#### THE RECORDS:
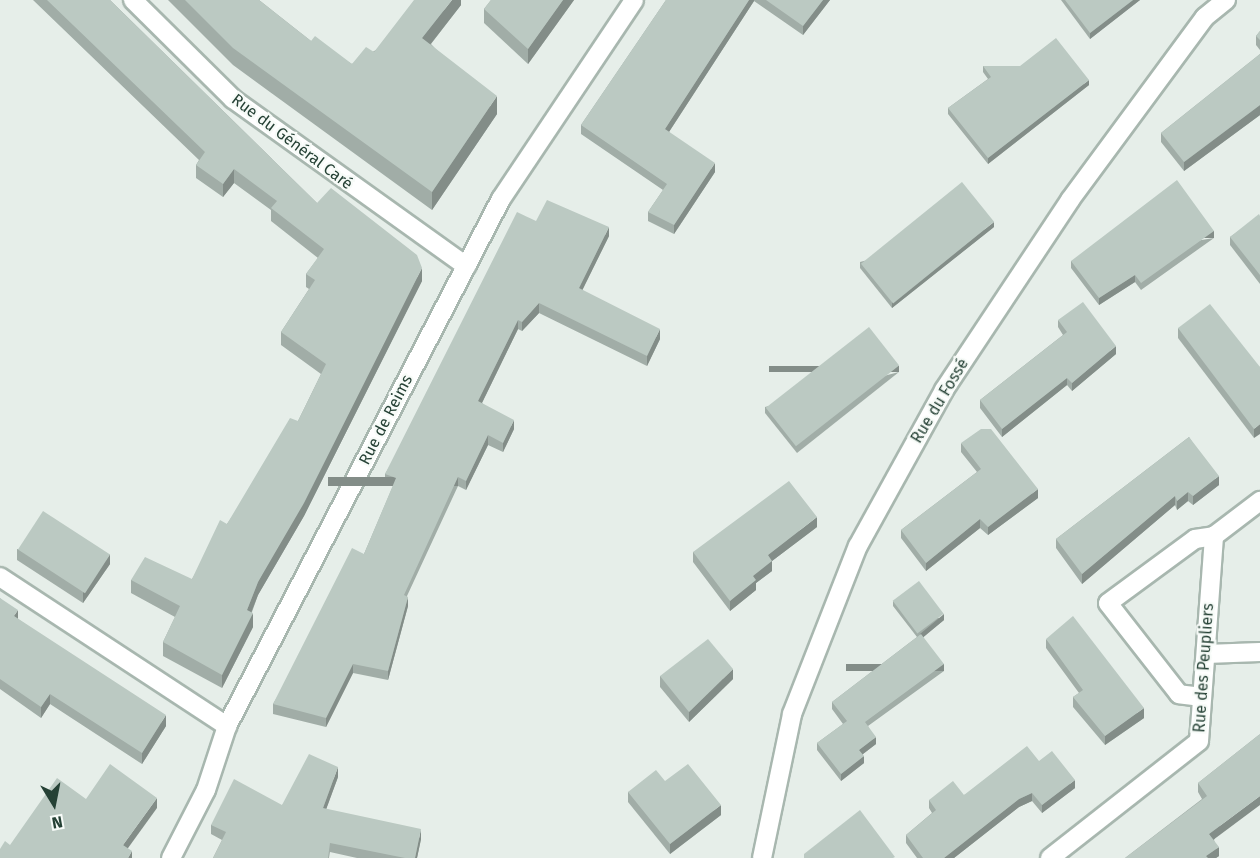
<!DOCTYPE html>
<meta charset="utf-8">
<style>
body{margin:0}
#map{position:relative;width:1260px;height:858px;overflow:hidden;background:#e6eee9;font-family:"Fira Sans",sans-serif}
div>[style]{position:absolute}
.roads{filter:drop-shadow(2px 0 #a8b7af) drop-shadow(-2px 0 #a8b7af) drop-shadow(0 2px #a8b7af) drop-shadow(0 -2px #a8b7af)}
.lane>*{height:18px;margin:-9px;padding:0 9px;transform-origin:9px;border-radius:9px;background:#fff}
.street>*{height:18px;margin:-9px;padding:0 9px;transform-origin:9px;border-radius:9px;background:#fff}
.wall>*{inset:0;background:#a1ada7}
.shaded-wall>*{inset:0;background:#838d88;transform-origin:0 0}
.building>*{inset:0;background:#bbc9c2;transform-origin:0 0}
span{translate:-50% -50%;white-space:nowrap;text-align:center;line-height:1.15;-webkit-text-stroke:4.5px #f7fbf8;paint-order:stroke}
.street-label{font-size:16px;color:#254135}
.north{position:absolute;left:24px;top:774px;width:60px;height:60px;-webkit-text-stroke:4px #f7fbf8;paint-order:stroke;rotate:170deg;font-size:16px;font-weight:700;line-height:24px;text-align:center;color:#254135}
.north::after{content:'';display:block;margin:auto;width:21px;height:27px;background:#254135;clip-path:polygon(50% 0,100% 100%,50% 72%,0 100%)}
</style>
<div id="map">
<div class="roads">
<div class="lane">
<i style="left:1206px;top:654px;width:54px;rotate:-2.1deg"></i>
<i style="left:1202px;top:697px;width:23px;rotate:-173deg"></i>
<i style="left:1179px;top:694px;width:115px;rotate:-128deg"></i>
<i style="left:1108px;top:603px;width:108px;rotate:-36.3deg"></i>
<i style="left:1195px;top:539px;width:19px;rotate:-9deg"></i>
</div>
<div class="street">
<i style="left:133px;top:0;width:141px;rotate:44.7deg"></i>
<i style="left:233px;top:99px;width:287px;rotate:35.6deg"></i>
<i style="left:0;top:577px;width:272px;rotate:33.3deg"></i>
<i style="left:171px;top:858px;width:76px;rotate:-62.8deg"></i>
<i style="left:206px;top:790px;width:67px;rotate:-71.8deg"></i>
<i style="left:227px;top:726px;width:594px;rotate:-62.53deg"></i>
<i style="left:501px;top:199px;width:239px;rotate:-56.2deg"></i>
<i style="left:762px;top:858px;width:147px;rotate:-78.2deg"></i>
<i style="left:792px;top:714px;width:180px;rotate:-68.6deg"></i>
<i style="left:858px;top:546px;width:178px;rotate:-61.1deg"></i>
<i style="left:944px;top:390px;width:228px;rotate:-56.4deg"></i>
<i style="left:1070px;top:200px;width:227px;rotate:-53.6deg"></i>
<i style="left:1205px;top:17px;width:27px;rotate:-39deg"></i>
<i style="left:1050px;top:858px;width:189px;rotate:-38.1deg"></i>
<i style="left:1199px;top:741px;width:206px;rotate:-85.8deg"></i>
<i style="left:1214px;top:536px;width:58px;rotate:-37.3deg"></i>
</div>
</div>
<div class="wall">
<i style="clip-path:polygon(33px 0,110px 0,317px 203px,422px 281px,304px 516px,258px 595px,252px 612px,253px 627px,222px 688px,163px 656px,163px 642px,175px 617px,131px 593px,131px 580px,192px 579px,227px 524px,298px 421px,321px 374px,281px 345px,281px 332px,309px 289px,306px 287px,306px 274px,318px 258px,271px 221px,271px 210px,234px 183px,223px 197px,196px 178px,196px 165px,199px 160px)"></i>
<i style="clip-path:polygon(168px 0,259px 0,311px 41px,352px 64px,461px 0,461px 5px,431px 44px,497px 114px,432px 210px,233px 65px)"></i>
<i style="clip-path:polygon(491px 0,574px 0,528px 64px,484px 23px,484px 9px)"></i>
<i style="clip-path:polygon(666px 0,830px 0,803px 35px,754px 1px,669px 132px,715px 172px,674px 234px,648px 221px,648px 212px,663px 190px,581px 134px,581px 125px)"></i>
<i style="clip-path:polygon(1061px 0,1140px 0,1090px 39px)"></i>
<i style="clip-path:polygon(1260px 31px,1260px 50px,1256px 45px,1256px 36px)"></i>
<i style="clip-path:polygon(1260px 54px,1260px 115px,1184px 171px,1161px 142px,1161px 133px)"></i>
<i style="clip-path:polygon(983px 66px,1020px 66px,1089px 85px,988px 164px,948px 114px,948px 108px,988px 79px,983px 72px)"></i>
<i style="clip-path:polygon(1260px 216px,1260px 284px,1230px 245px,1230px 237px)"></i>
<i style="clip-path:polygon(536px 221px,609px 236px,582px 290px,660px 339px,647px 366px,539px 313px,522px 331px,518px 329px,482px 403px,514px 429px,503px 452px,488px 445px,466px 490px,458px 486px,407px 596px,408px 606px,388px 680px,353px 673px,326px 727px,273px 714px,273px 704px,364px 554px,393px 486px,385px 483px,385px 474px)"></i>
<i style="clip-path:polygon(994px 227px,892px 308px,860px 268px,860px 262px)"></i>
<i style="clip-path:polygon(1214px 238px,1141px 290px,1135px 282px,1099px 305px,1071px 268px,1071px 261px)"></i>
<i style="clip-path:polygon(1058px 320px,1116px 354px,1072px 391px,1067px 385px,1002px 437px,980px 408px,980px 400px,1063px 335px,1058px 327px)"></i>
<i style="clip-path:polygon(1178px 328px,1260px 367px,1254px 438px,1178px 338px)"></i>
<i style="clip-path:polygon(899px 372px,797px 453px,765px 413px,765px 407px)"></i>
<i style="clip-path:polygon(1189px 437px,1219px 485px,1193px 505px,1188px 501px,1177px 510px,1175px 505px,1082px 584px,1056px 548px,1056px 539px)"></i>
<i style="clip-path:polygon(961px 443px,1038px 498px,988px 535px,980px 528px,926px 571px,901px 538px,901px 530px,977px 472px,961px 452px)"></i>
<i style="clip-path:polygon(817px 527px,772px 561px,772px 571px,756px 583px,756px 590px,730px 611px,693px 562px,693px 552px)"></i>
<i style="clip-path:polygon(17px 549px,110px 564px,83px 603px,17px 560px)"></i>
<i style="clip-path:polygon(0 598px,18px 619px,166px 726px,142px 764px,50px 704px,41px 718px,0 689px)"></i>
<i style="clip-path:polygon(893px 601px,944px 620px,923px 637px,944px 671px,868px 726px,876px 744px,863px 754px,864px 763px,841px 781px,817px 750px,817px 743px,843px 724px,832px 709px,832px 702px,917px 637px,893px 606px)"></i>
<i style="clip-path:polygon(1046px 639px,1144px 718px,1105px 745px,1073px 707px,1073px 697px,1079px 693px,1046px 648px)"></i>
<i style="clip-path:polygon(660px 676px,733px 679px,689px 722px,660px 687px)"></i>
<i style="clip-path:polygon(1260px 734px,1214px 840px,1219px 856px,1216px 858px,1125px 858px,1202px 799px,1198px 792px,1198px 783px)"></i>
<i style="clip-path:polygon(1039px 761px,1075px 788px,1042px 813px,1032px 801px,1019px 807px,954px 858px,917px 858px,906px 843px,906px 835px,932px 813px,929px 808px,929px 800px,964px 795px)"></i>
<i style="clip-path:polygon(338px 777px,326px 809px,421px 839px,417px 858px,357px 858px,330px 852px,329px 858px,213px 858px,222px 840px,211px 834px,211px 825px,282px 805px)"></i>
<i style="clip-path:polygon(665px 781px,721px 815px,670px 854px,628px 802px,628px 792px)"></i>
</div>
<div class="shaded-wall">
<i style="clip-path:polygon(452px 0,461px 0,461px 5px,422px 55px,422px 38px)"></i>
<i style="clip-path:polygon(563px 0,574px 0,528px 64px,528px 49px)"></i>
<i style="clip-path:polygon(749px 0,754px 0,754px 1px,665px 138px,665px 129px)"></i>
<i style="clip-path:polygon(823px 0,830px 0,803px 35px,803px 26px)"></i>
<i style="clip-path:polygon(1133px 0,1140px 0,1090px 39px,1090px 33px)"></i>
<i style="clip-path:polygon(1089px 80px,1089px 85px,988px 164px,988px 158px)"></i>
<i style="clip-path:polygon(497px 96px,497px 114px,432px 210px,432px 192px)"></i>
<i style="clip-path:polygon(1260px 105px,1260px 115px,1184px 171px,1184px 162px)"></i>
<i style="clip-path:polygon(715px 163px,715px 172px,674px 234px,674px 225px)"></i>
<i style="clip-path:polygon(234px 169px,234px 183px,223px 197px,223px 184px)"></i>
<i style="clip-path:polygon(994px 222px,994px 227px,892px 308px,892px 302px)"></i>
<i style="clip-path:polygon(609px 227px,609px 236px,579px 297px,579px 288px)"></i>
<i style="left:1214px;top:231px;width:7px;height:90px;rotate:90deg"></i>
<i style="clip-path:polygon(422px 268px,422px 281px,304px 516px,258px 595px,247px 623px,247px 610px,258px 582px)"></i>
<i style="clip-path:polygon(1135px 275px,1135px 282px,1099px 305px,1099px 298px)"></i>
<i style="clip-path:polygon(539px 303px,539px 313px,522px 331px,522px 322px)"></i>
<i style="clip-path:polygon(518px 320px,518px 329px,478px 411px,478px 401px)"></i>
<i style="clip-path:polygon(660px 329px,660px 339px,647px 366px,647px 356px)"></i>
<i style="clip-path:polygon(1116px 346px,1116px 354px,1072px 391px,1072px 383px)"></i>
<i style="left:899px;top:366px;width:6px;height:130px;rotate:90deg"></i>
<i style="clip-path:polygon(1067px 378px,1067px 385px,1002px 437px,1002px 429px)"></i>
<i style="clip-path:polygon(514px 420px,514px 429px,503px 452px,503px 443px)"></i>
<i style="clip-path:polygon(1260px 424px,1260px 434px,1254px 438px,1254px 429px)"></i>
<i style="clip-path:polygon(488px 435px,488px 445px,466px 490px,466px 481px)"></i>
<i style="clip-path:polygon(1219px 476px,1219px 485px,1193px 505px,1193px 496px)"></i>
<i style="left:458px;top:477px;width:9px;height:130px;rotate:90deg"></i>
<i style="clip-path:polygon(1038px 489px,1038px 498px,988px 535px,988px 527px)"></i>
<i style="clip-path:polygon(1188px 492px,1188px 501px,1177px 510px,1177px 501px)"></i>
<i style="clip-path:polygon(1175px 496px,1175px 505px,1082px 584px,1082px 574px)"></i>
<i style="clip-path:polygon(817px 517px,817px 527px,772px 561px,772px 571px,756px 583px,756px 590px,730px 611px,730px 601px,753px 576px,768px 555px)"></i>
<i style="clip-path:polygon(980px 519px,980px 528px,926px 571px,926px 563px)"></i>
<i style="clip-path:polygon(110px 554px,110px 564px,83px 603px,83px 593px)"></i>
<i style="clip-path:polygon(408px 597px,408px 606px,388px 680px,388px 671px)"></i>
<i style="clip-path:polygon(18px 610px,18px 620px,14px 616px)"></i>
<i style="clip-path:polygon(253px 613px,253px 627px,222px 688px,222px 675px)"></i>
<i style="clip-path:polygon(944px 614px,944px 620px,920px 640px,920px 634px)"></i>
<i style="clip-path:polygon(353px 664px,353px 673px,326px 727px,326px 718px)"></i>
<i style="left:944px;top:664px;width:7px;height:98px;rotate:90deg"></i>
<i style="clip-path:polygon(733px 669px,733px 679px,689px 722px,689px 712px)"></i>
<i style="clip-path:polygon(50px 694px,50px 704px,41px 718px,41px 707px)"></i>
<i style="clip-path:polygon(1144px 708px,1144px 718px,1105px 745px,1105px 736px)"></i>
<i style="clip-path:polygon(166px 715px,166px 726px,142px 764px,142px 753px)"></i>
<i style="clip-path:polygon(876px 737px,876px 744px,859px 757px,859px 750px)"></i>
<i style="clip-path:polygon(864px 756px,864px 763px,841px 781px,841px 774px)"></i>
<i style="clip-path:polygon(338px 767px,338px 777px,323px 818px,323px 808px)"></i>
<i style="clip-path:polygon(1075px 780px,1075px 788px,1042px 813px,1042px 805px)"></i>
<i style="clip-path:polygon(1032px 793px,1032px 801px,1019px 807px,954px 858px,944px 858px,1019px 799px)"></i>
<i style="clip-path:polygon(1260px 796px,1260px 805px,1209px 843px,1209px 834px)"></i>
<i style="clip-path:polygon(157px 798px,157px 808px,123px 855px,123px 845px)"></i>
<i style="clip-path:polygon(721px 805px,721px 815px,670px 854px,670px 844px)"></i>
<i style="clip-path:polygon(421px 829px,421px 839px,417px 858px,415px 858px)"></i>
<i style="clip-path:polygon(1219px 847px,1219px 856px,1216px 858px,1206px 858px,1206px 856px)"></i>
<i style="clip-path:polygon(132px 851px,132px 858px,128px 858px)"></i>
</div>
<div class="building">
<i style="clip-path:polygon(47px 0,110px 0,317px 203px,331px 188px,417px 255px,422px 268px,304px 503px,258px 582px,247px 610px,253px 613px,222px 675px,163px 642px,180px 606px,131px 580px,145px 557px,192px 579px,220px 520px,227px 524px,290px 418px,298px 421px,326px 364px,281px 332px,315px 280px,306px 274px,324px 249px,271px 208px,277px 201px,234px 169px,223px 184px,196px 165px,205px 152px)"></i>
<i style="clip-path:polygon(185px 0,259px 0,311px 41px,315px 36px,352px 64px,366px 47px,374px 52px,414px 0,452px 0,422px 38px,497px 96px,432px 192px,233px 48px)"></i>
<i style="clip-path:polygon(491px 0,563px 0,528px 49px,484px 9px)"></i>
<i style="clip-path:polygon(666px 0,749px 0,665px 129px,715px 163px,674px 225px,648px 212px,667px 184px,581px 125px)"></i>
<i style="clip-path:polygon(766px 0,823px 0,803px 26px)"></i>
<i style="clip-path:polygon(1065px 0,1133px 0,1090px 33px)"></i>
<i style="clip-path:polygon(1260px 31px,1260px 40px,1256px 36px)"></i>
<i style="clip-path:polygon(1056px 38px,1089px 80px,988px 158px,948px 108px,991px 77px,983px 66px,1020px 66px)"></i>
<i style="clip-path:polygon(1260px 54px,1260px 105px,1184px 162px,1161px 133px)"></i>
<i style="clip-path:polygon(1177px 180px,1214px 231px,1141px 283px,1135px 275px,1099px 298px,1071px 261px)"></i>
<i style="left:962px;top:182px;width:51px;height:130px;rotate:51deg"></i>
<i style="clip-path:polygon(547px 200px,609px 227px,579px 288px,660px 329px,647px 356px,539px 303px,522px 322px,518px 320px,478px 401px,514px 420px,503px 443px,488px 435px,466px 481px,458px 477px,404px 595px,408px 597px,388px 671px,353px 664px,326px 718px,273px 704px,352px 548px,364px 554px,396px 478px,385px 474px,517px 212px,536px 221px)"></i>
<i style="clip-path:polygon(1259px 214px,1260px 216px,1260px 275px,1230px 237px)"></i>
<i style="clip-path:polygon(1083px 302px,1116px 346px,1072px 383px,1067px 378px,1002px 429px,980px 400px,1067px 332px,1058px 320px)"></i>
<i style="clip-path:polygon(1210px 304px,1260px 367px,1260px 424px,1254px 429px,1178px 328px)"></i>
<i style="left:869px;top:327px;width:49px;height:131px;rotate:52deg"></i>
<i style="clip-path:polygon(981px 429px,991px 429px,1038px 489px,988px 527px,980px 519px,926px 563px,901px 530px,981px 469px,961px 443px)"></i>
<i style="clip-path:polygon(1189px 437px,1219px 476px,1193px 496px,1188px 492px,1177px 501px,1175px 496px,1082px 574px,1056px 539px)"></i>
<i style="clip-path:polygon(789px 481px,817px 517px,768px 555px,772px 561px,753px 576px,756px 580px,730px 601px,693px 552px)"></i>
<i style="left:43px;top:511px;width:80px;height:46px;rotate:33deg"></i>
<i style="left:919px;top:581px;width:41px;height:33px;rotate:53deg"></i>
<i style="clip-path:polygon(0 598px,18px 610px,14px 616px,166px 715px,142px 753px,50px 694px,41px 707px,0 679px)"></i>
<i style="clip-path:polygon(1073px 616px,1144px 708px,1105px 736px,1073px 697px,1083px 690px,1046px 639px)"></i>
<i style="clip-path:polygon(921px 634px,944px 664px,865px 722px,876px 737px,859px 750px,864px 756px,841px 774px,817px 743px,847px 721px,832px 702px)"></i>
<i style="clip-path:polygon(708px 639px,733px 669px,689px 712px,660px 676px)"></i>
<i style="clip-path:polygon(1260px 734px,1260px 796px,1209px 834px,1219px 847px,1206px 856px,1208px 858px,1125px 858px,1207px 796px,1198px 783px)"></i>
<i style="clip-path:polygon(1027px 746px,1039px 761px,1052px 751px,1075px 780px,1042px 805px,1032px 793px,1019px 799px,944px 858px,923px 858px,906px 835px,936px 810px,929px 800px,953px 781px,964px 795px)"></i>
<i style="clip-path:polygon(309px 754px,338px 767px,323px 808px,421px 829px,415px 858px,405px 858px,330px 843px,328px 858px,213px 858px,226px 832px,211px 825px,234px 779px,282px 805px)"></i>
<i style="clip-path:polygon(110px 764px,157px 798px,123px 845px,132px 851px,128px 858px,0 858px,0 849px,5px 841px,10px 845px,57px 778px,86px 799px)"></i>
<i style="clip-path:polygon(688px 764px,721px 805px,670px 844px,628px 792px,656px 770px,665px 781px)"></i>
<i style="clip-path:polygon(860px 810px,895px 857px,893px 858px,804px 858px,804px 854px)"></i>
</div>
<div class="street-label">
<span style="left:292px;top:142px;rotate:37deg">Rue du Général Caré</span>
<span style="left:940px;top:401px;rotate:-59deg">Rue du Fossé</span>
<span style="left:386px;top:420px;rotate:-63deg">Rue de Reims</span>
<span style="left:1204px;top:668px;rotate:-86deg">Rue des Peupliers</span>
</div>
<div class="north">N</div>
</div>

#### WHAT IS EXPECTED:
Please report every line of the records above that contains the word "shaded".

#### RESPONSE TO THIS EXERCISE:
.shaded-wall>*{inset:0;background:#838d88;transform-origin:0 0}
<div class="shaded-wall">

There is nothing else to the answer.